Problem> Write the line that contains "Instruction: Read the" and each one after it, word for word, ending with the final line of the data.

Study material>
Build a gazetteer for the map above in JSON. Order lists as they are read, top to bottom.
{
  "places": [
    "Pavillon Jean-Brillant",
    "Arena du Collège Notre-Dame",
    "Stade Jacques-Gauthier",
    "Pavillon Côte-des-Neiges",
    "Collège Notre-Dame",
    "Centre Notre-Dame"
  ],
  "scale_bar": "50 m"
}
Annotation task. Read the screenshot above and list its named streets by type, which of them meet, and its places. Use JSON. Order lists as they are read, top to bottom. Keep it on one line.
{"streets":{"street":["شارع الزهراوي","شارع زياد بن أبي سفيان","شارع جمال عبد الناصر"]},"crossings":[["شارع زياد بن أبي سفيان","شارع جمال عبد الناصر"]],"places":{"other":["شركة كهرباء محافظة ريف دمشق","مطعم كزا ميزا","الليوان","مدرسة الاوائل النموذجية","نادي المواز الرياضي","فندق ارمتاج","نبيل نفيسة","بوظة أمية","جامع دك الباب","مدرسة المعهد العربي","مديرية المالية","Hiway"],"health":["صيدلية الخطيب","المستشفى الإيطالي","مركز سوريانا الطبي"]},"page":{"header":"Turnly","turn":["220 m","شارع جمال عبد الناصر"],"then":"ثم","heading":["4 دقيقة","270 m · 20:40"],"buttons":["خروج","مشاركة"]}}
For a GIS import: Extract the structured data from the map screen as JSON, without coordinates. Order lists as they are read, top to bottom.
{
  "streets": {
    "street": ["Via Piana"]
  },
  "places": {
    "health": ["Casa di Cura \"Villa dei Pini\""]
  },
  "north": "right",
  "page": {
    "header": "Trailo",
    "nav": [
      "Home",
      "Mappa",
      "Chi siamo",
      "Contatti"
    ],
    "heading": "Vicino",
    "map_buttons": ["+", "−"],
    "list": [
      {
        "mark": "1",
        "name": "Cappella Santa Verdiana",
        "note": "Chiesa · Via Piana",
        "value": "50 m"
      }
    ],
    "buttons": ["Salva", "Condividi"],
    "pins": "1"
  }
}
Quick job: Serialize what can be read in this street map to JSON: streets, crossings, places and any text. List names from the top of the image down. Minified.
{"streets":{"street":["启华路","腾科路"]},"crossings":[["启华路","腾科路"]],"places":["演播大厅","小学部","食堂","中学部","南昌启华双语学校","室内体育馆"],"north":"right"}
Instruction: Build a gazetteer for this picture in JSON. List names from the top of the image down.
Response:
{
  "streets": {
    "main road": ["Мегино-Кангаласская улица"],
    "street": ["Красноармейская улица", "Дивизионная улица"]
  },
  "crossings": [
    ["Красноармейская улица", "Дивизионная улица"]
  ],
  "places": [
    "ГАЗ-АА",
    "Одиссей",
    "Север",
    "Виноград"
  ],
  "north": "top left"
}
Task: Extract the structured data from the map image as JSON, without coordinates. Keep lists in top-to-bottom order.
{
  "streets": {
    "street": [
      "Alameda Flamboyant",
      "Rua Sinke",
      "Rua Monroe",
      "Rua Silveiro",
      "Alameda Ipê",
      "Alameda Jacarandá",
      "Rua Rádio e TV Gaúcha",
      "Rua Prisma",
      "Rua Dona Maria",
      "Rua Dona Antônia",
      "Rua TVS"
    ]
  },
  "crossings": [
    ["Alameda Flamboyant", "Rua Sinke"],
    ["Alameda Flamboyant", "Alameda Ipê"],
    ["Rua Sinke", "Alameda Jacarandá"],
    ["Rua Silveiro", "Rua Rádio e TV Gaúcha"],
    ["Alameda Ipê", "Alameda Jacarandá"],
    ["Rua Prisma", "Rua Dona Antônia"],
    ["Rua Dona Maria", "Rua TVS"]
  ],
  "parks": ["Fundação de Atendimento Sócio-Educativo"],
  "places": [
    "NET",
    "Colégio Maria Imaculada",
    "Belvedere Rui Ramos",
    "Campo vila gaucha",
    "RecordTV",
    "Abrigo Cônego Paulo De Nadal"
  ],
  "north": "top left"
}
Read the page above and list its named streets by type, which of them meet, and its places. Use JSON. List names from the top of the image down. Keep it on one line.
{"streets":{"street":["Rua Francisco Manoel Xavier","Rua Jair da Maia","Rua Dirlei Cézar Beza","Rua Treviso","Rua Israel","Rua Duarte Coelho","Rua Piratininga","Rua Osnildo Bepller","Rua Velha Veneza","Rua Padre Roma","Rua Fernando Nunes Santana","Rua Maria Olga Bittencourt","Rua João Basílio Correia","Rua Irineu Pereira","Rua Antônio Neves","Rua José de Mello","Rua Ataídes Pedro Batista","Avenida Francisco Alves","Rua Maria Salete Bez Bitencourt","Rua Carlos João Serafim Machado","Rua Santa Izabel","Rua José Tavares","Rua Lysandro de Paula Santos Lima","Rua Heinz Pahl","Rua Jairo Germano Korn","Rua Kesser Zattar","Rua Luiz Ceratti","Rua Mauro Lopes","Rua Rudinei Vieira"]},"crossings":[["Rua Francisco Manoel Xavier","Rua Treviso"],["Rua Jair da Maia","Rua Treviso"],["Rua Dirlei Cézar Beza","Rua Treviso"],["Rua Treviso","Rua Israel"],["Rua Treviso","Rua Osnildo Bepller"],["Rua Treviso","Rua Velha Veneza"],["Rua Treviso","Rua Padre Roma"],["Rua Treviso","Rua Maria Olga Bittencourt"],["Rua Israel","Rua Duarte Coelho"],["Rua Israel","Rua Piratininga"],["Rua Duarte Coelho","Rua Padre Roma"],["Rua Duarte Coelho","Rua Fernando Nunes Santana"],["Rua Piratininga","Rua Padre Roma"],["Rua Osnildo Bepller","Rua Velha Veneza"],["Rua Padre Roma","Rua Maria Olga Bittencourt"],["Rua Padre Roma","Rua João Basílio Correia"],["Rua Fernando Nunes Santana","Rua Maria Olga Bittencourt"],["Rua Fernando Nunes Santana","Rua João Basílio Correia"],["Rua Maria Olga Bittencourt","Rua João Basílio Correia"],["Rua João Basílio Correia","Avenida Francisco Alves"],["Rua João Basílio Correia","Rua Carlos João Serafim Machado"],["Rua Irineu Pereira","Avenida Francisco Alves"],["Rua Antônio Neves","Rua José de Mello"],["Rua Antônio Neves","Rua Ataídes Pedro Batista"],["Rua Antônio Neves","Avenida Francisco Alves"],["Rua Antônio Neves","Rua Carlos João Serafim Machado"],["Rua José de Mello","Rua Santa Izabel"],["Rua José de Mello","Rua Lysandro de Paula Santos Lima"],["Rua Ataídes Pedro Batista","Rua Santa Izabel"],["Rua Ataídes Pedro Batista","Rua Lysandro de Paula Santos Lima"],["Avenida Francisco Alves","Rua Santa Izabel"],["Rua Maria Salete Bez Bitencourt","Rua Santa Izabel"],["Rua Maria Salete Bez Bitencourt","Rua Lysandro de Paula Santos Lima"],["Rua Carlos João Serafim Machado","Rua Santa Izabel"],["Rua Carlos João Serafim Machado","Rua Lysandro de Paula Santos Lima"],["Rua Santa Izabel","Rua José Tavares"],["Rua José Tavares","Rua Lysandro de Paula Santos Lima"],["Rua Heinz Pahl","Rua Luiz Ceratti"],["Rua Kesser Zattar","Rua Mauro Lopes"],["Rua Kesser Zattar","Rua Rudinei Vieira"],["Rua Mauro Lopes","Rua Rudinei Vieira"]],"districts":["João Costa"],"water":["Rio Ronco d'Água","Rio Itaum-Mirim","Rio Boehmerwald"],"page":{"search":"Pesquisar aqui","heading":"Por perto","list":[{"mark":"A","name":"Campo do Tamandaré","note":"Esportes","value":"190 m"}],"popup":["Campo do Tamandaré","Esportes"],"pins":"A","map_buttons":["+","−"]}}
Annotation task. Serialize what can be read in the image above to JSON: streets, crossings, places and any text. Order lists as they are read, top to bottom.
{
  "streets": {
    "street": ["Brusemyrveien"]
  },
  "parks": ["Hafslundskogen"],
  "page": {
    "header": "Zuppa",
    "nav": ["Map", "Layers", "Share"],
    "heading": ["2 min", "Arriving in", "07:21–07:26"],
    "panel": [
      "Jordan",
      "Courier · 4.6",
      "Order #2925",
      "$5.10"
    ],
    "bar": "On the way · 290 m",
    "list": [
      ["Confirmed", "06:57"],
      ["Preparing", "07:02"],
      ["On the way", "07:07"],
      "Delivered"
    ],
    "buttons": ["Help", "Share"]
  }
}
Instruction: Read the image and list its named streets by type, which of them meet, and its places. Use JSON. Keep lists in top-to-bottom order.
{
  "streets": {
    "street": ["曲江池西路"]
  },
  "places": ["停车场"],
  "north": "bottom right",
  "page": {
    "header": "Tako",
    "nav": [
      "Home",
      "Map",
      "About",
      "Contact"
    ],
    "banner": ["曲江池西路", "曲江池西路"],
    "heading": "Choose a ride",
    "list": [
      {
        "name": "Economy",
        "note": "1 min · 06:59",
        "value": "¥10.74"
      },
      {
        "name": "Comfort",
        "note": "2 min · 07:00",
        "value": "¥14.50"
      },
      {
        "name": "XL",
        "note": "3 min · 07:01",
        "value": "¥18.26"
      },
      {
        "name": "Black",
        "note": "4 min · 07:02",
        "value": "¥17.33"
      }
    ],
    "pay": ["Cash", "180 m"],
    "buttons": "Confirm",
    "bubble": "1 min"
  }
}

Exercise output>
Instruction: Read the image and list its named streets by type, which of them meet, and its places. Use JSON. Keep lists in top-to-bottom order.
{
  "streets": {
    "street": ["曲江池西路"]
  },
  "places": ["停车场"],
  "north": "bottom right",
  "page": {
    "header": "Tako",
    "nav": [
      "Home",
      "Map",
      "About",
      "Contact"
    ],
    "banner": ["曲江池西路", "曲江池西路"],
    "heading": "Choose a ride",
    "list": [
      {
        "name": "Economy",
        "note": "1 min · 06:59",
        "value": "¥10.74"
      },
      {
        "name": "Comfort",
        "note": "2 min · 07:00",
        "value": "¥14.50"
      },
      {
        "name": "XL",
        "note": "3 min · 07:01",
        "value": "¥18.26"
      },
      {
        "name": "Black",
        "note": "4 min · 07:02",
        "value": "¥17.33"
      }
    ],
    "pay": ["Cash", "180 m"],
    "buttons": "Confirm",
    "bubble": "1 min"
  }
}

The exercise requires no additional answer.